The link provides interesting reading, but I believe Moxie must have changed his opinion later: I have never had Google Play Store on my phone, but I could install Signal. I am pretty sure I did not install it from any dodgy site. It warned when it got outdated. Not sure how updates work, not using it anymore.
No, he hasn't changed his mind (93 closed issues over 8 years related to F-droid, many asking for F-Droid distribution: https://github.com/signalapp/Signal-Android/issues?q=is%3Ais... ). Signal distributes their own APK from their own site, but still does now allow F-Droid to distribute a version, or for any version built or distributed by anyone other than Signal to connect to the Signal servers. Imagine Jia Tan's build of XZ being the only one allowed, and you get the idea.
His standpoint is unchanged regarding F-Droid, but not regarding distributing APKs themselves. In the linked issue he still argues that having users to enable "allow 3rd party APKs" is such a bad idea, that they will not provide any APKs directly.
Cute how it's labeled "Danger Zone". So official Signal provided install methods include Google Play Store, or enabling third party APKs and downloading directly from Signal. How the second differs from an official Signal provided and signed F-Droid repository in Moxie's mind is anyone's guess.
What Signal _does not_ allow are APKs built by third parties being distributed under the Signal name, or connecting to Signal servers. Which calls into question the build process itself - the very thing exploited in the XZ backdoor. One either trusts Signal to build the software without backdoors, or doesn't use Signal at all. There is no allowed in between.
Which is to say, they don't trust 3rd parties to build the software without backdoors. Can't say I blame them. Allowing for 3rd party clients opens Signal to backdoored clients. I know you think that people would only make 3rd-party clients for good, and not do bad things with that power, and no one would be foolish enough to download Definitely-not-backdoored-Signal-client from hackers.ru, but I'm pretty sure that's exactly what would happen. An APT could exploit a Pegasus-like zero-day in iOS and install a replacement, backdoored client on a victim's device. Not allowing 3rd party clients doesn't totally protect against that, but it goes a long way.
> An APT could exploit a Pegasus-like zero-day in iOS and install a replacement
Nothing about the way Signal currently does things prevents this from happening today.
Disallowing third party builds only serves to reduce eyes on the build tooling, which we've learned is a great place to hide backdoors.

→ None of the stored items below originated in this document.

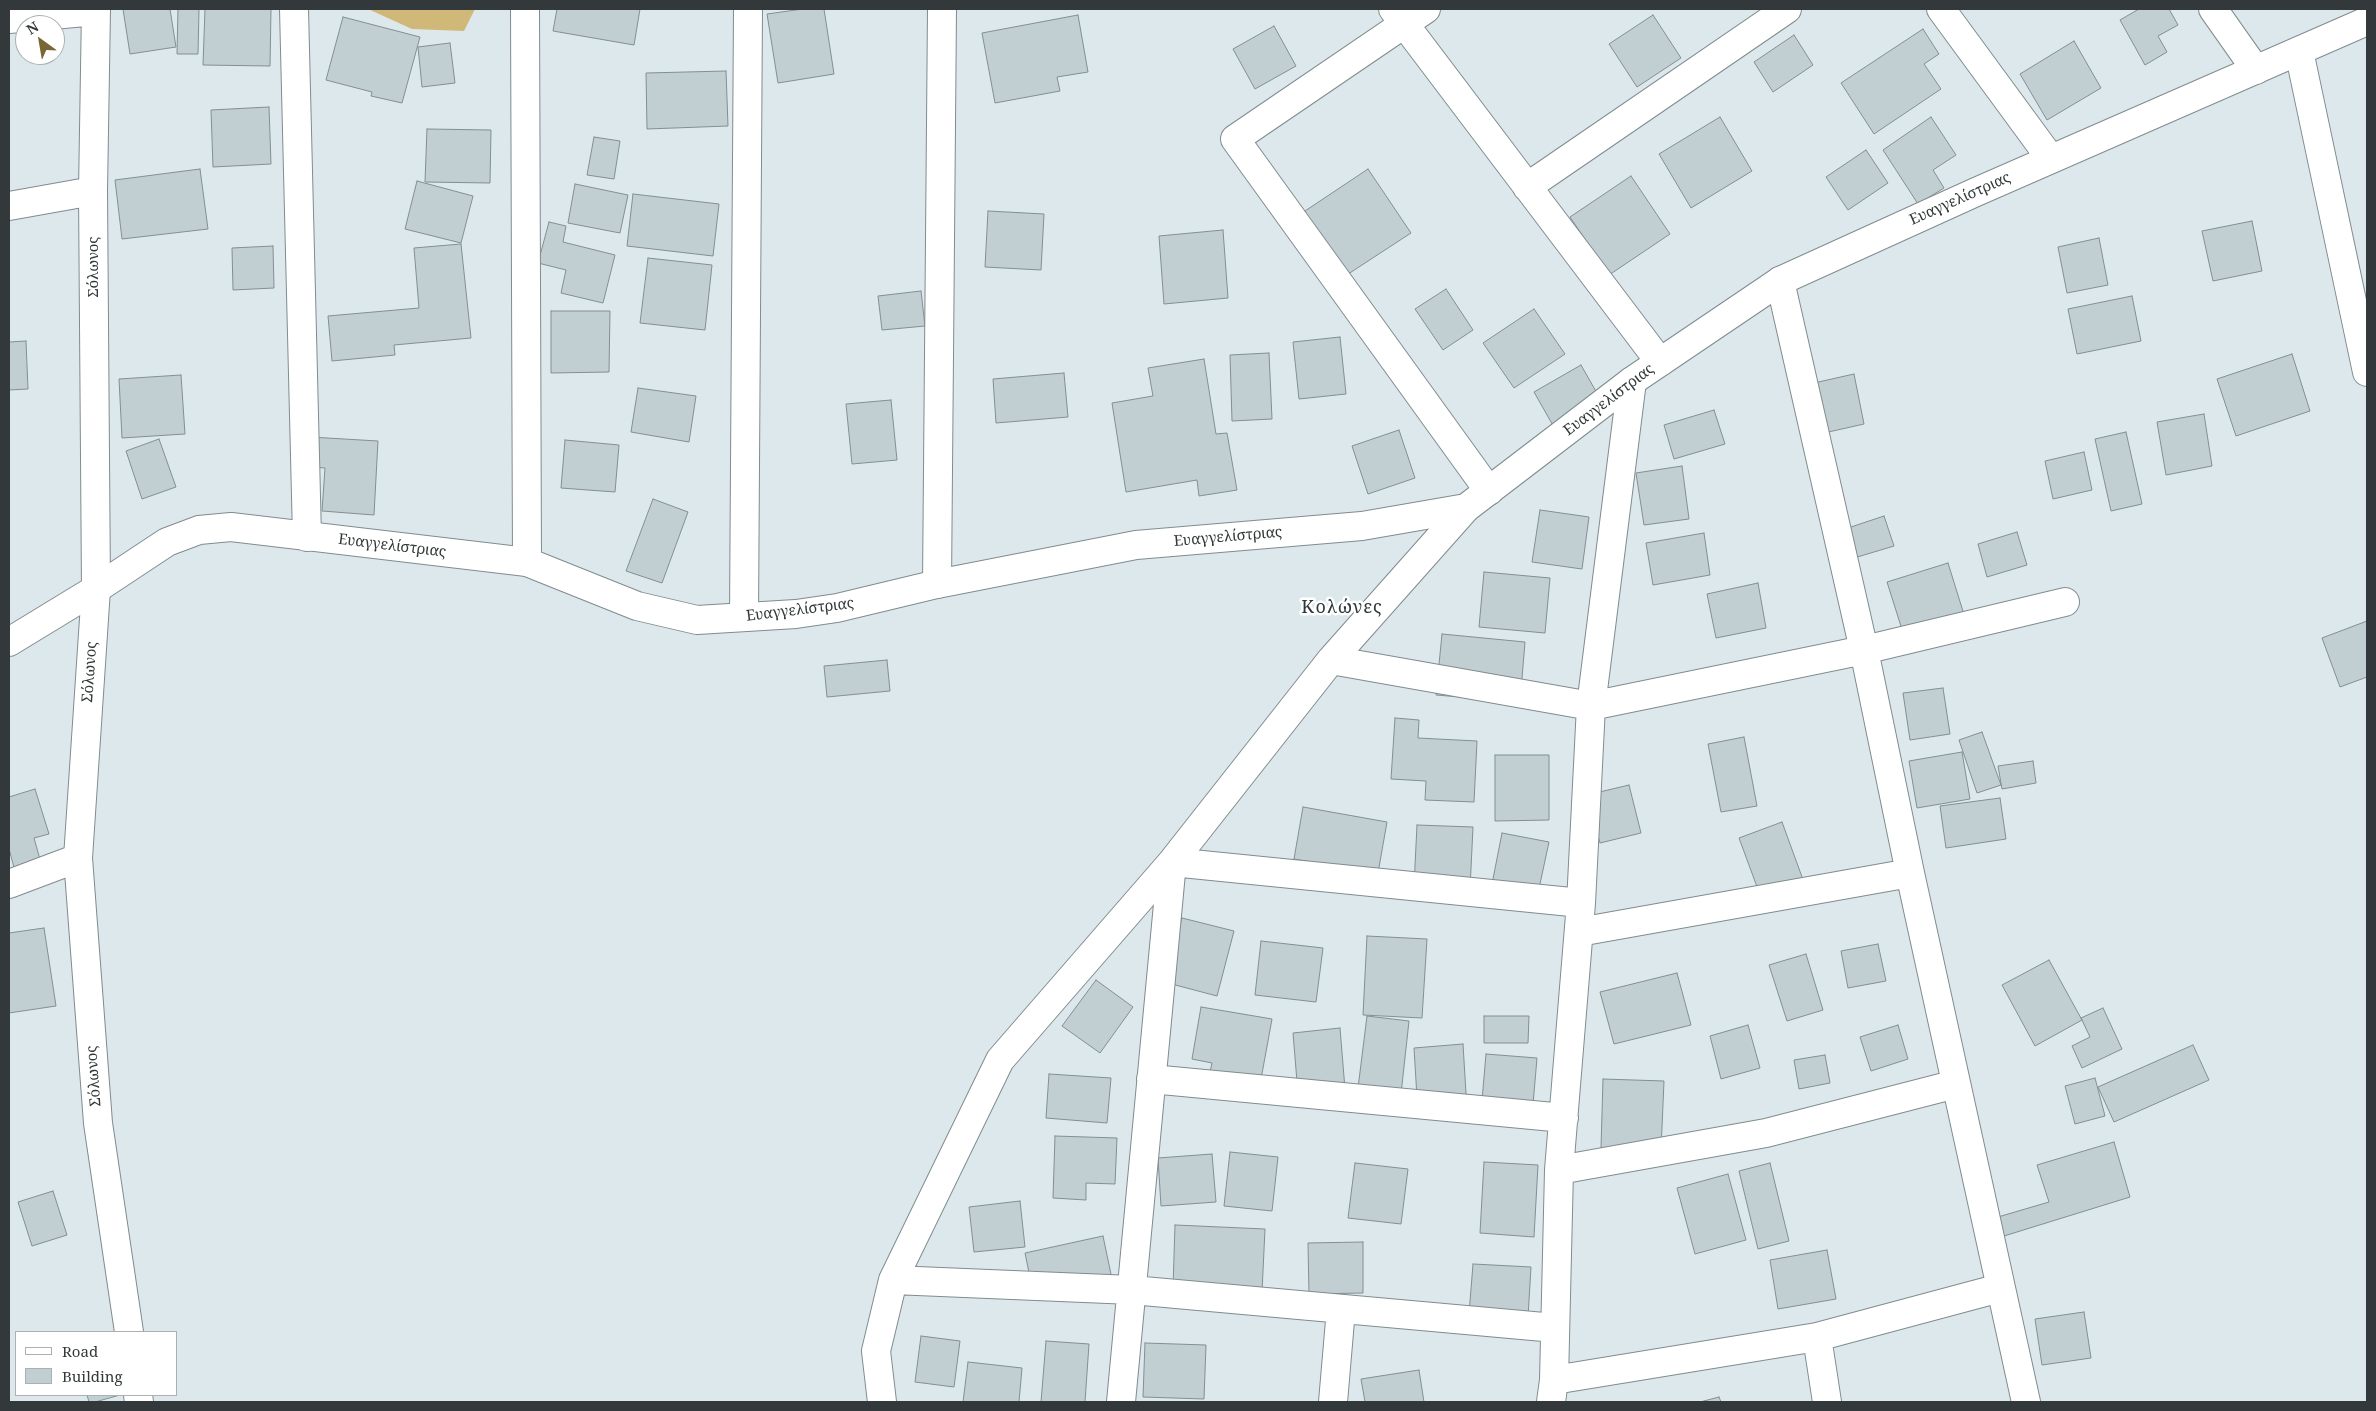 <!DOCTYPE html>
<html>
<head>
<meta charset="utf-8">
<style>
	body { margin:0 }
	#map { position:relative; width:2376px; height:1411px; overflow:hidden; background:#dce8ec; font-family:"Noto Serif",serif }
	canvas { display:block }
	.frame { position:absolute; inset:0; border:10px solid #33393a; pointer-events:none }
	.legend { position:absolute; left:15px; top:1331px; width:162px; height:65px; box-sizing:border-box; background:#fff; border:1px solid #adb0b0; margin:0; padding:6px 9px; list-style:none; font-size:15px; color:#33393a }
	.legend li { display:flex; align-items:center; gap:10px; height:25px }
	.legend b { width:25px; border:1px solid #adb0b0 }
	.north { position:absolute; left:15px; top:15px; width:50px; height:50px; box-sizing:border-box; background:#fff; border:1px solid #adb0b0; border-radius:50%; rotate:328deg; font-size:14px; font-weight:700; line-height:20px; text-align:center; color:#33393a }
	.north::after { content:''; display:block; margin:auto; width:18px; height:22px; background:#786735; clip-path:polygon(50% 0,100% 100%,50% 72%,0 100%) }
</style>
</head>
<body>
<div id="map">
<canvas width="2376" height="1411"></canvas>
<div class="frame"></div>
<ul class="legend">
<li><b style="height:6px;background:#fff"></b>Road</li>
<li><b style="height:14px;background:#c2cfd2"></b>Building</li>
</ul>
<div class="north">N</div>
</div>
<script>
const c = document.querySelector('canvas').getContext('2d');
c.lineJoin = 'round';
function paint(path, color) { c.fillStyle = color; c.fill(path, 'evenodd'); }
const shape = rows => new Path2D(rows.map(r => 'M' + r).join(''));
function trace(path, color, width, dash) { c.strokeStyle = color; c.lineWidth = width; c.lineCap = dash ? 'butt' : 'round'; c.setLineDash(dash || []); c.stroke(path); }
function write(font, color, halo, rows, align = 'center') {
  c.font = font + ' "Noto Serif",serif'; c.lineWidth = 5; c.setLineDash([]); c.textBaseline = 'middle'; c.strokeStyle = halo; c.fillStyle = color; for (const [text, x, y, turn = 0] of rows) {
    c.save(); c.translate(x, y); c.rotate((+turn || 0) * Math.PI / 180); c.textAlign = isNaN(turn) ? turn : align; if (halo) c.strokeText(text, 0, 0); c.fillText(text, 0, 0); c.restore();
  }
}
paint(shape([
	[368,9,475,9,464,31,412,29]
]), '#d0b978');
const building = shape([
	[123,9,170,9,176,47,130,54,123,9],
	[178,9,199,9,198,54,177,54,178,9],
	[205,9,271,9,270,66,203,65,205,9],
	[557,9,640,9,634,45,553,31,557,9],
	[803,9,824,9,834,74,778,83,767,14,803,9],
	[2139,9,2169,9,2178,25,2158,36,2167,52,2145,65,2120,20,2139,9],
	[1078,15,1088,72,1057,77,1060,91,995,103,982,33,1078,15],
	[1653,15,1681,58,1637,87,1609,44,1653,15],
	[343,17,420,37,402,103,371,96,372,92,326,80,343,17],
	[1274,26,1296,66,1255,89,1233,49,1274,26],
	[1923,29,1939,54,1924,64,1941,89,1874,134,1841,83,1923,29],
	[1794,35,1813,65,1773,92,1754,62,1794,35],
	[2074,41,2101,88,2047,120,2020,74,2074,41],
	[450,43,455,83,422,87,418,47,450,43],
	[726,71,728,126,647,129,646,73,726,71],
	[269,107,271,164,213,167,211,110,269,107],
	[1720,117,1752,171,1691,208,1659,154,1720,117],
	[1931,117,1956,155,1933,170,1944,188,1918,204,1883,150,1931,117],
	[427,129,491,130,490,183,425,182,427,129],
	[594,137,620,141,614,179,587,175,594,137],
	[1866,150,1888,183,1848,210,1826,177,1866,150],
	[200,169,208,229,122,239,115,180,200,169],
	[1368,169,1411,233,1339,280,1296,217,1368,169],
	[1631,176,1670,234,1609,275,1570,217,1631,176],
	[417,181,473,196,461,243,405,229,417,181],
	[575,184,628,195,620,233,568,223,575,184],
	[633,194,719,204,713,256,627,246,633,194],
	[988,211,1044,214,1041,270,985,267,988,211],
	[2252,221,2262,271,2213,281,2202,231,2252,221],
	[549,222,566,226,563,242,615,255,603,303,561,293,566,270,538,263,549,222],
	[1223,230,1228,298,1164,304,1159,236,1223,230],
	[2099,238,2108,285,2067,293,2058,247,2099,238],
	[461,244,471,338,394,345,395,355,332,361,328,316,419,308,414,248,461,244],
	[273,246,274,288,233,290,232,248,273,246],
	[648,258,712,265,705,330,640,323,648,258],
	[1446,289,1473,330,1443,350,1415,309,1446,289],
	[921,291,925,326,882,330,878,296,921,291],
	[2132,296,2141,341,2077,354,2068,309,2132,296],
	[1534,309,1565,354,1514,388,1483,343,1534,309],
	[551,311,610,311,609,372,551,373,551,311],
	[1340,337,1346,394,1299,399,1293,342,1340,337],
	[26,341,28,389,9,390,9,342,26,341],
	[1269,353,1272,419,1232,421,1230,355,1269,353],
	[2292,354,2310,411,2236,436,2217,379,2292,354],
	[1204,359,1216,434,1227,433,1237,490,1199,496,1197,480,1126,492,1112,403,1153,396,1148,368,1204,359],
	[1581,365,1602,402,1555,429,1534,392,1581,365],
	[1064,373,1068,417,996,423,993,379,1064,373],
	[1854,374,1864,424,1824,433,1814,383,1854,374],
	[181,375,185,434,122,438,119,379,181,375],
	[638,388,696,396,689,442,631,432,638,388],
	[891,400,897,460,852,464,846,404,891,400],
	[1714,410,1725,444,1674,459,1664,425,1714,410],
	[2204,414,2212,466,2166,475,2157,422,2204,414],
	[1399,430,1415,478,1368,494,1352,446,1399,430],
	[2126,432,2142,504,2111,511,2095,439,2126,432],
	[310,437,378,441,374,515,322,511,325,468,309,467,310,437],
	[159,439,176,487,142,499,126,451,159,439],
	[565,440,619,445,615,492,561,488,565,440],
	[2084,452,2092,490,2053,499,2045,461,2084,452],
	[1682,466,1689,519,1644,525,1636,473,1682,466],
	[653,499,688,512,662,583,626,571,653,499],
	[1540,510,1589,517,1582,569,1532,562,1540,510],
	[1884,516,1894,546,1854,558,1845,529,1884,516],
	[2017,532,2027,565,1987,577,1978,544,2017,532],
	[1704,533,1710,575,1653,585,1646,543,1704,533],
	[1948,563,1966,621,1905,639,1887,582,1948,563],
	[1484,572,1550,578,1545,633,1479,627,1484,572],
	[1758,583,1766,628,1716,638,1707,594,1758,583],
	[2367,621,2367,677,2340,687,2322,638,2367,621],
	[1442,634,1525,642,1520,702,1436,695,1442,634],
	[887,660,890,691,827,697,824,666,887,660],
	[1943,688,1950,734,1910,740,1903,693,1943,688],
	[1395,718,1419,720,1418,738,1477,741,1474,802,1425,800,1426,781,1391,779,1395,718],
	[1982,732,2001,785,1977,793,1959,740,1982,732],
	[1744,737,1757,806,1721,812,1708,744,1744,737],
	[1962,752,1970,799,1917,808,1909,761,1962,752],
	[1495,755,1549,755,1549,820,1495,821,1495,755],
	[2033,761,2036,783,2002,789,1998,766,2033,761],
	[1629,785,1641,833,1600,843,1587,795,1629,785],
	[35,789,49,834,34,838,44,874,18,882,9,849,9,797,35,789],
	[2000,798,2006,839,1946,848,1940,806,2000,798],
	[1303,807,1387,822,1378,873,1294,859,1303,807],
	[1782,822,1806,888,1763,903,1739,838,1782,822],
	[1417,825,1473,827,1470,889,1414,886,1417,825],
	[1502,833,1549,842,1538,893,1492,884,1502,833],
	[1182,918,1234,931,1217,996,1164,982,1182,918],
	[44,928,56,1006,9,1013,9,933,44,928],
	[1367,936,1427,939,1422,1018,1363,1015,1367,936],
	[1261,941,1323,948,1316,1002,1255,995,1261,941],
	[1878,944,1886,981,1848,988,1841,951,1878,944],
	[1806,954,1823,1010,1787,1021,1769,965,1806,954],
	[2049,960,2082,1020,2035,1046,2002,985,2049,960],
	[1677,973,1691,1025,1614,1044,1600,992,1677,973],
	[1096,980,1133,1007,1100,1053,1062,1026,1096,980],
	[1201,1007,1272,1019,1259,1090,1208,1081,1212,1063,1192,1059,1201,1007],
	[2103,1008,2122,1049,2082,1068,2072,1046,2090,1037,2081,1018,2103,1008],
	[1367,1016,1409,1021,1401,1094,1358,1088,1367,1016],
	[1484,1016,1529,1016,1528,1043,1484,1043,1484,1016],
	[1748,1025,1760,1068,1721,1079,1710,1036,1748,1025],
	[1898,1025,1908,1059,1871,1071,1860,1037,1898,1025],
	[1340,1028,1345,1089,1298,1094,1293,1033,1340,1028],
	[1463,1044,1467,1110,1418,1114,1414,1048,1463,1044],
	[2193,1045,2209,1080,2114,1122,2098,1087,2193,1045],
	[1486,1054,1537,1058,1532,1116,1481,1112,1486,1054],
	[1825,1055,1830,1083,1799,1089,1794,1060,1825,1055],
	[1049,1074,1111,1078,1107,1123,1046,1118,1049,1074],
	[2095,1078,2105,1116,2075,1124,2065,1086,2095,1078],
	[1603,1079,1664,1081,1661,1150,1601,1148,1603,1079],
	[1055,1136,1117,1138,1115,1184,1086,1183,1086,1200,1053,1198,1055,1136],
	[2114,1142,2130,1197,2004,1236,1998,1217,2049,1202,2037,1165,2114,1142],
	[1230,1152,1278,1157,1272,1211,1224,1206,1230,1152],
	[1212,1154,1216,1202,1161,1206,1158,1158,1212,1154],
	[1484,1162,1538,1165,1534,1237,1480,1233,1484,1162],
	[1355,1163,1408,1169,1401,1224,1348,1218,1355,1163],
	[1770,1163,1789,1241,1758,1249,1739,1171,1770,1163],
	[1728,1174,1746,1240,1695,1254,1677,1188,1728,1174],
	[53,1191,67,1235,32,1246,18,1202,53,1191],
	[1020,1201,1025,1247,974,1252,969,1207,1020,1201],
	[1175,1225,1265,1229,1262,1292,1173,1288,1175,1225],
	[1103,1236,1112,1279,1034,1297,1025,1253,1103,1236],
	[1363,1242,1363,1293,1309,1294,1308,1243,1363,1242],
	[1827,1250,1836,1299,1778,1309,1770,1260,1827,1250],
	[1473,1264,1531,1267,1528,1317,1469,1314,1473,1264],
	[2084,1312,2091,1358,2042,1365,2035,1319,2084,1312],
	[921,1336,960,1341,954,1387,915,1382,921,1336],
	[1046,1341,1089,1344,1085,1402,1041,1402,1046,1341],
	[1145,1343,1206,1345,1204,1399,1143,1397,1145,1343],
	[968,1362,1022,1368,1019,1402,963,1402,968,1362],
	[1419,1370,1424,1402,1365,1402,1361,1379,1419,1370],
	[87,1395,120,1395,95,1402,89,1402,87,1395],
	[1719,1397,1721,1402,1700,1402,1719,1397]
]);
paint(building, '#c2cfd2');
trace(building, '#838e92', 1);
const minor = shape([
	[96,9,93,191,96,589,78,858,98,1123,129,1332],
	[294,9,307,537],
	[525,9,527,562],
	[1393,9,1660,362],
	[1426,9,1235,139,1489,491],
	[1941,9,2051,159],
	[2213,9,2256,70],
	[9,19,96,11],
	[2299,51,2367,372],
	[1527,187,1787,9],
	[9,206,93,191],
	[1780,281,1864,650,1910,873,2026,1402],
	[937,584,942,9],
	[744,617,748,9],
	[1331,660,1591,706,1864,650,2065,602],
	[9,884,78,858],
	[1579,932,1910,873],
	[1151,1079,1564,1118],
	[1559,1170,1766,1133,1956,1084],
	[893,1280,1132,1290,1555,1328],
	[1817,1337,1827,1402],
	[1554,1380,1817,1337,2000,1288],
	[138,1395,139,1402],
	[882,1402,876,1351,893,1280,1000,1060,1172,862,1331,660,1466,508],
	[1121,1402,1172,862,1581,903],
	[1333,1402,1341,1309],
	[1551,1402,1554,1380,1559,1170,1581,903,1591,706,1632,381]
]);
const tertiary = shape([
	[9,642,96,589,167,542,199,530,231,527,527,562,637,606,697,620,796,614,837,608,937,584,1136,545,1362,526,1466,508,1632,381,1780,281,1976,192,2367,21]
]);
trace(minor, '#808c8f', 30);
trace(tertiary, '#808c8f', 30);
trace(minor, '#fff', 28);
trace(tertiary, '#fff', 28);
write('15px', '#33393a', '#fff', [
	["Ευαγγελίστριας",1960,199,-24],
	["Σόλωνος",94,267,-90],
	["Ευαγγελίστριας",1609,400,-37],
	["Ευαγγελίστριας",1228,537,-5],
	["Ευαγγελίστριας",392,546,7],
	["Ευαγγελίστριας",800,610,-7],
	["Σόλωνος",90,672,-86],
	["Σόλωνος",94,1076,-94]
]);
c.letterSpacing = '1px';
write('18px', '#2e383b', '#fff', [
	["Κολώνες",1342,608]
]);
c.letterSpacing = '0px';
</script>
</body>
</html>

Equating F-Droid with hackers.ru is a distasteful strawman. F-Droid appear to run as transparent and credible a distribution as Debian or Fedora. Credible enough that the Tor project distributes it's privacy-focused software via F-Droid.
I wasn't even thinking of f-droid and I didn't mention them in my comment at all so I'm not sure why you think I'm linking the two when I didn't even mention them.
Signal could do more to be open with the build process, but opening the door to third party clients is opening the door for APTs to release backdoored Signal clients.
F-Droid was mentioned in the very first comment of this thread, and all of the issues linked in github. Seems like you haven't read them, and bringing other parties into the discussion seems like a distraction.
> but opening the door to third party clients is opening the door for APTs to release backdoored Signal clients.
Signal's source code is already public. APTs (or anyone who doesn't care about violating laws) can already produce and disseminate their own builds. There are no technical protections in place to stop them - nor do I know of any which could. The only people who can't currently distribute their own builds are the law abiding good guys trying to build secure software distributions. I'm not sure why you're confused about this, but your assertion that Signal making legal allowances for third party builds adds anything to the capabilities of APTs demonstrates a misunderstanding of what is already available and the (strictly legal) limitations Signal has placed on 3rd parties with regard to distributing independently verifiable builds.
Please take some time to read and understand the github issues, instead of continuing to assert falsehoods or introduce strawmen.
I'm sorry for not doing all of my homework before responding, but what's with you and the word strawman? It it your homework assignment to write that word seven times on the Internet or something? Say it a couple more times, it'll really help get your point across.
Getting Signal from anywhere else other than them opens up the door for someone to sneak in some code. I am not, in any way, insinuating that fdroid would intentionally do such a thing.